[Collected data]

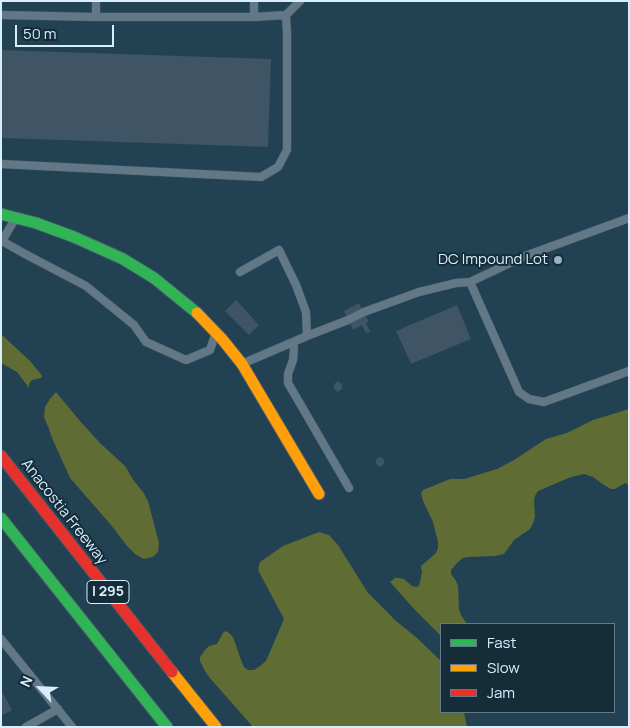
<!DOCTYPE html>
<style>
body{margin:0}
#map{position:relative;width:630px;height:728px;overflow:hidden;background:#224152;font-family:Manrope,sans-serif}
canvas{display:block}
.frame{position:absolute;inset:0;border:2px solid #d8eefd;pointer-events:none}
.legend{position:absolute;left:440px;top:623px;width:175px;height:90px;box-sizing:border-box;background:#152c39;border:1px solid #637a87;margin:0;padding:6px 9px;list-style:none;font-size:15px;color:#d8eefd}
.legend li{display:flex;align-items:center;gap:10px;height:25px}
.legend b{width:25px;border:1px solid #637a87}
.north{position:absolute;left:15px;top:663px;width:50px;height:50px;-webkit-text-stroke:4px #152c39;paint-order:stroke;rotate:295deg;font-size:14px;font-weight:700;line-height:20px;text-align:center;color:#d8eefd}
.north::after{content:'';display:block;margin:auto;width:18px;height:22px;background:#d8eefd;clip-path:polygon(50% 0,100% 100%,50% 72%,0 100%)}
.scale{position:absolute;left:15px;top:25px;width:99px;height:22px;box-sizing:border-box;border:2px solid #d8eefd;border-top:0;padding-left:6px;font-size:15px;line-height:18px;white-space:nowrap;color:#d8eefd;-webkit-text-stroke:4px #152c39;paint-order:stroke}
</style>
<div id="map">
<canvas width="630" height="728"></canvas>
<div class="frame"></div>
<ul class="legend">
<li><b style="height:6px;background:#30b455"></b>Fast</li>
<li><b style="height:6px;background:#ff9f0a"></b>Slow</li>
<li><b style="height:6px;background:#e5322d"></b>Jam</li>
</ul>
<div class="north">N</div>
<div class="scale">50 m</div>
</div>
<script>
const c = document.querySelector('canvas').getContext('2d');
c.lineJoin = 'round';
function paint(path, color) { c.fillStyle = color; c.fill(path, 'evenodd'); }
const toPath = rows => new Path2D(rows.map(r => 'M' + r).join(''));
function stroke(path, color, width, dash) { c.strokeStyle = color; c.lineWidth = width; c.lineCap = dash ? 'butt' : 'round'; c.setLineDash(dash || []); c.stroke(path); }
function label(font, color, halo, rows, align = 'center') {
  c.font = font + ' Manrope,sans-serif'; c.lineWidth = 4; c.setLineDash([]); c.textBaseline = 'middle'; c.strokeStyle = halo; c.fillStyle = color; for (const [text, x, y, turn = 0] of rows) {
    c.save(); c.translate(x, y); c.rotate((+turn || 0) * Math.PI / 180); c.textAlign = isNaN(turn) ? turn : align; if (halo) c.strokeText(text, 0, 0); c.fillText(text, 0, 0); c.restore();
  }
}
const forest = toPath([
 [1,334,30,361,40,373,42,376,41,378,32,380,29,384,29,388,17,372,1,363],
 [56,392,80,421,100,443,125,466,134,481,143,492,148,501,159,543,158,552,153,557,144,559,135,554,127,546,111,525,70,478,52,438,49,429,44,417,45,407,50,399],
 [629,409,629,485,625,483,615,489,611,489,604,485,593,477,584,474,571,477,538,491,535,496,534,501,535,517,533,523,530,529,514,540,504,554,495,556,468,557,463,558,458,562,451,570,451,574,456,581,458,586,459,609,461,615,467,624,441,624,441,636,415,610,390,582,395,578,399,578,404,579,412,586,416,587,419,586,422,572,421,566,436,553,438,548,438,542,433,522,423,501,421,493,423,490,450,479,464,479,497,469,514,460,546,439,567,433,593,420],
 [319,532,329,535,338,545,368,593,396,621,417,638,441,661,441,712,464,712,467,727,253,727,209,677,205,671,200,661,200,657,205,650,209,646,217,644,223,633,226,631,229,633,233,637,241,660,244,667,248,670,254,670,260,666,266,661,284,619,258,570,260,562,283,546]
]);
const building = toPath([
 [1,50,271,59,268,147,1,138],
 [236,300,259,325,249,335,225,311],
 [359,303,369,322,366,323,370,332,366,333,362,325,353,330,344,311],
 [457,305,471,339,411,364,396,331],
 [338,381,342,384,342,389,338,392,334,389,334,384],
 [381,457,384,460,384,464,380,467,376,464,376,459],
 [1,690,12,710,1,716]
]);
const lane = toPath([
 [1,15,96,17,254,17,254,1],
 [96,17,96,1],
 [254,17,286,15],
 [1,164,261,177,278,167,287,150,287,33,286,15,300,1],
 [15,219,2,241,25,254,86,286,134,325,146,342,186,360,210,350,215,335],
 [240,272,279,250,296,285,306,312,307,336],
 [470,282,525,256,629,218],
 [293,342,294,349,293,360,288,374,288,383,349,488],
 [244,363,307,336,348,320,364,312,419,292,456,283,470,282,519,392,529,399,544,402,629,371],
 [1,639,72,727],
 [26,727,58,709]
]);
const fast = toPath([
 [1,214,36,223,74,237,123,259,154,278,197,313],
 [1,518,167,727]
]);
const slow = toPath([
 [197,313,222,339,242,364,319,494],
 [172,672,216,727]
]);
const jam = toPath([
 [1,456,172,672]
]);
const markers = [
 [558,260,5,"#98b1c1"]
];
const shields = [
 [108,592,42]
];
const shieldNames = [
 ["I 295",108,592]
];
const poiNames = [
 ["DC Impound Lot",548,260]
];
const streetNames = [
 ["Anacostia Freeway",64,512,52]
];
paint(forest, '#5f6c33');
paint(building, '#3f5465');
stroke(lane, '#455b68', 9);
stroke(fast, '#455b68', 13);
stroke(slow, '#455b68', 13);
stroke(jam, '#455b68', 13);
stroke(lane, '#637886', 8);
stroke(fast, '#30b455', 11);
stroke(slow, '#ff9f0a', 11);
stroke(jam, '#e5322d', 11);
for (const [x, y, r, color] of markers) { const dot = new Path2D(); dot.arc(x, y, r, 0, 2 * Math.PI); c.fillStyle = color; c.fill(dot); stroke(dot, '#152c39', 2); }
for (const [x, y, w] of shields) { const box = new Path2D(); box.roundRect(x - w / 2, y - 11.5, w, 23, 4); c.fillStyle = '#152c39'; c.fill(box); stroke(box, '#d8eefd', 1); }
label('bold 14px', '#d8eefd', null, shieldNames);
label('15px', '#d8eefd', '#152c39', poiNames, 'right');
label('15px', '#d8eefd', '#152c39', streetNames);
</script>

Activity: A single number is expected: how many lines of the data hold the string "setLineDash".

Response area: 2